DALLAS — Patient data at UT Southwestern Medical Center, including social security numbers for some, was stolen in a cyberattack on the Dallas hospital's software, officials announced Thursday.
The hospital was notified on May 30 that two days earlier, on May 28, "an unknown individual exploited a previously unidentified vulnerability within the software," allowing them to access files stored on the hospital's MOVEit server.
The hospital's privacy office confirmed that some protected health information was stolen as a result of the attack. The information included patient data that could have included name, medical record number, date of birth, name of medication, dosage of medication and prescribing provider.
A smaller number of patients could have had their social security number accessed, the hospital confirmed.

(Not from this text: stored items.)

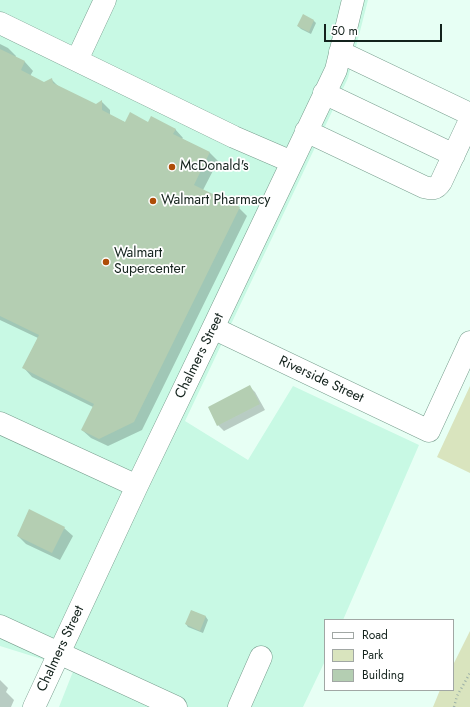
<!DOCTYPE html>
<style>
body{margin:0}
#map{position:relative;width:470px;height:707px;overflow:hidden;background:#e7fff4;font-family:Jost,sans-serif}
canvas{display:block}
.legend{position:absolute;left:324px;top:619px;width:130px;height:72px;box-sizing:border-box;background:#fff;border:1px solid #a1a7a4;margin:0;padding:5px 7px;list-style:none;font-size:12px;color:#13221c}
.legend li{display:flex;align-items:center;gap:8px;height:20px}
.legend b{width:20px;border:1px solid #a1a7a4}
.scale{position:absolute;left:324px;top:24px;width:118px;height:18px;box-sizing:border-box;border:2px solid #13221c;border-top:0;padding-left:5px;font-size:12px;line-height:14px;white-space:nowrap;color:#13221c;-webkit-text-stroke:3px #fff;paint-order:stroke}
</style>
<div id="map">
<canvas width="470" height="707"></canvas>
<ul class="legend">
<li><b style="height:5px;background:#fff"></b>Road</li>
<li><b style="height:11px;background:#d9e4be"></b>Park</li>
<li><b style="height:11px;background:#b4ceb2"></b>Building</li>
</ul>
<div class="scale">50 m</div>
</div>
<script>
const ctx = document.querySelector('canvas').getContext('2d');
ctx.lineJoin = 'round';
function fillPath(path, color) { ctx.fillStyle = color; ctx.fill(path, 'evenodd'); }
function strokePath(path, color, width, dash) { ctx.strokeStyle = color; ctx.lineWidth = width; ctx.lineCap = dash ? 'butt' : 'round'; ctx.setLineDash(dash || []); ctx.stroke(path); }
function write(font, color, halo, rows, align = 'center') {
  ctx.font = font + ' Jost,sans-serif'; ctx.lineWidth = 3.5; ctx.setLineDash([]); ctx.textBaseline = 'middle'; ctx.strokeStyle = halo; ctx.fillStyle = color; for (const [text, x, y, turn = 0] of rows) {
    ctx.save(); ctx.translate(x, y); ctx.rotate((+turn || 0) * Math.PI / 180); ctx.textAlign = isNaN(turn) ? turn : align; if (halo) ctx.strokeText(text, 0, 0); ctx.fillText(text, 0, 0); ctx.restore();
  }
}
fillPath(new Path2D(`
 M 0,0 L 368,0 L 348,78 L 185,421 L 248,460 L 293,386 L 419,445 L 343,620 L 325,620 L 325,661 L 303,707 L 59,707 L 74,669 L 0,646 Z`), '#c8f9e4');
fillPath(new Path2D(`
 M 470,386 L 470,473 L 437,457 Z
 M 470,631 L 470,707 L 433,707 L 440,690 L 453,690 L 453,665 Z`), '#d9e4be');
fillPath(new Path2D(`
 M 303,16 L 314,21 L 316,23 L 311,34 L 301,29 L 298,26 Z
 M 0,44 L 8,48 L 16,56 L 15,58 L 25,62 L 33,71 L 30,76 L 44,83 L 51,79 L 59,87 L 96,105 L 102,102 L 110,110 L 110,115 L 126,123 L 149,123 L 175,129 L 183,138 L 182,139 L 210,153 L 218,161 L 203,190 L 239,208 L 247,216 L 142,430 L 108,446 L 91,438 L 82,430 L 93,407 L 32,377 L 24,368 L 38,338 L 0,320 Z
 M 250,387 L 255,392 L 265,410 L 224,431 L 218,425 L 209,408 Z
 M 64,528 L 73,536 L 60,560 L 26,544 L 18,536 Z
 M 192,611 L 206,617 L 208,620 L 203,633 L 188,627 L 186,624 Z
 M 0,680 L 8,688 L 6,692 L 14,700 L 11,707 L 0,707 Z`), '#0003');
fillPath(new Path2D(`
 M 303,14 L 314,20 L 309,32 L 297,26 Z
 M 0,49 L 25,61 L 21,70 L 44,82 L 52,78 L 53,83 L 96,104 L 102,100 L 102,110 L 125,122 L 130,112 L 148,122 L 151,116 L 176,129 L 173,134 L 210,152 L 194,185 L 240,207 L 134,422 L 99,439 L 81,430 L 94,404 L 22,368 L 39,335 L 0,316 Z
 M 250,385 L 260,404 L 217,426 L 208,407 Z
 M 29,509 L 65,527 L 52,553 L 17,536 Z
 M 191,610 L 206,616 L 200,631 L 185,624 Z`), '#b4ceb2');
const minor = new Path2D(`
 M 0,23 L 234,137 L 292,162
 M 340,52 L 470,114
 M 77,60 L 105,0
 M 324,93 L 454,155
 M 306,131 L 424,187 C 432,189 436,190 441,182 L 470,120
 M 213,328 L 429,431 L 470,342
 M 0,423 L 137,486
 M 0,626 L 176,707
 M 34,707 L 137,486 L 213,328 L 336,70 L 353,0
 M 239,707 L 261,657`);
strokePath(minor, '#789e8e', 23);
strokePath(new Path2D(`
 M 454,707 L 457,696 L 470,673`), '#9cb0a7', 2.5, [1, 3]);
strokePath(minor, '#fff', 22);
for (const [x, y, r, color] of [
 [172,167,4,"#ae4d07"],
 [153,201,4,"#ae4d07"],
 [106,262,4,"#ae4d07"]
]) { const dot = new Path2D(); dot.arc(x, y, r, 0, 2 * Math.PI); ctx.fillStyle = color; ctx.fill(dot); strokePath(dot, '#fff', 1.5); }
write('14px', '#13221c', '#fff', [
 ["McDonald's",180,167],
 ["Walmart Pharmacy",161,201],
 ["Walmart",114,254],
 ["Supercenter",114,270]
], 'left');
write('14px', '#13221c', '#fff', [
 ["Chalmers Street",200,356,-64],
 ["Riverside Street",321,380,25],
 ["Chalmers Street",61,649,-65]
]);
</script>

UT Southwestern officials said they were among many organizations across the country that were hit with the cyberattack that targeted MOVEit software.
Hospital officials said they are in the process of contacting impacted patients through the mail with details on what was stolen.
The total number of patients impacted was not available.
"Once the attack was detected, UT Southwestern immediately took steps to secure systems and networks and limit the amount of information housed within its MOVEit server," hospital officials said in a release.
UT Southwestern officials said they haven't been notified that the stolen data is being used "in a malicious manner."
"We deeply regret the occurrence of this incident and any worry, distress, or difficulty that it may cause you," the hospital officials said in their statement.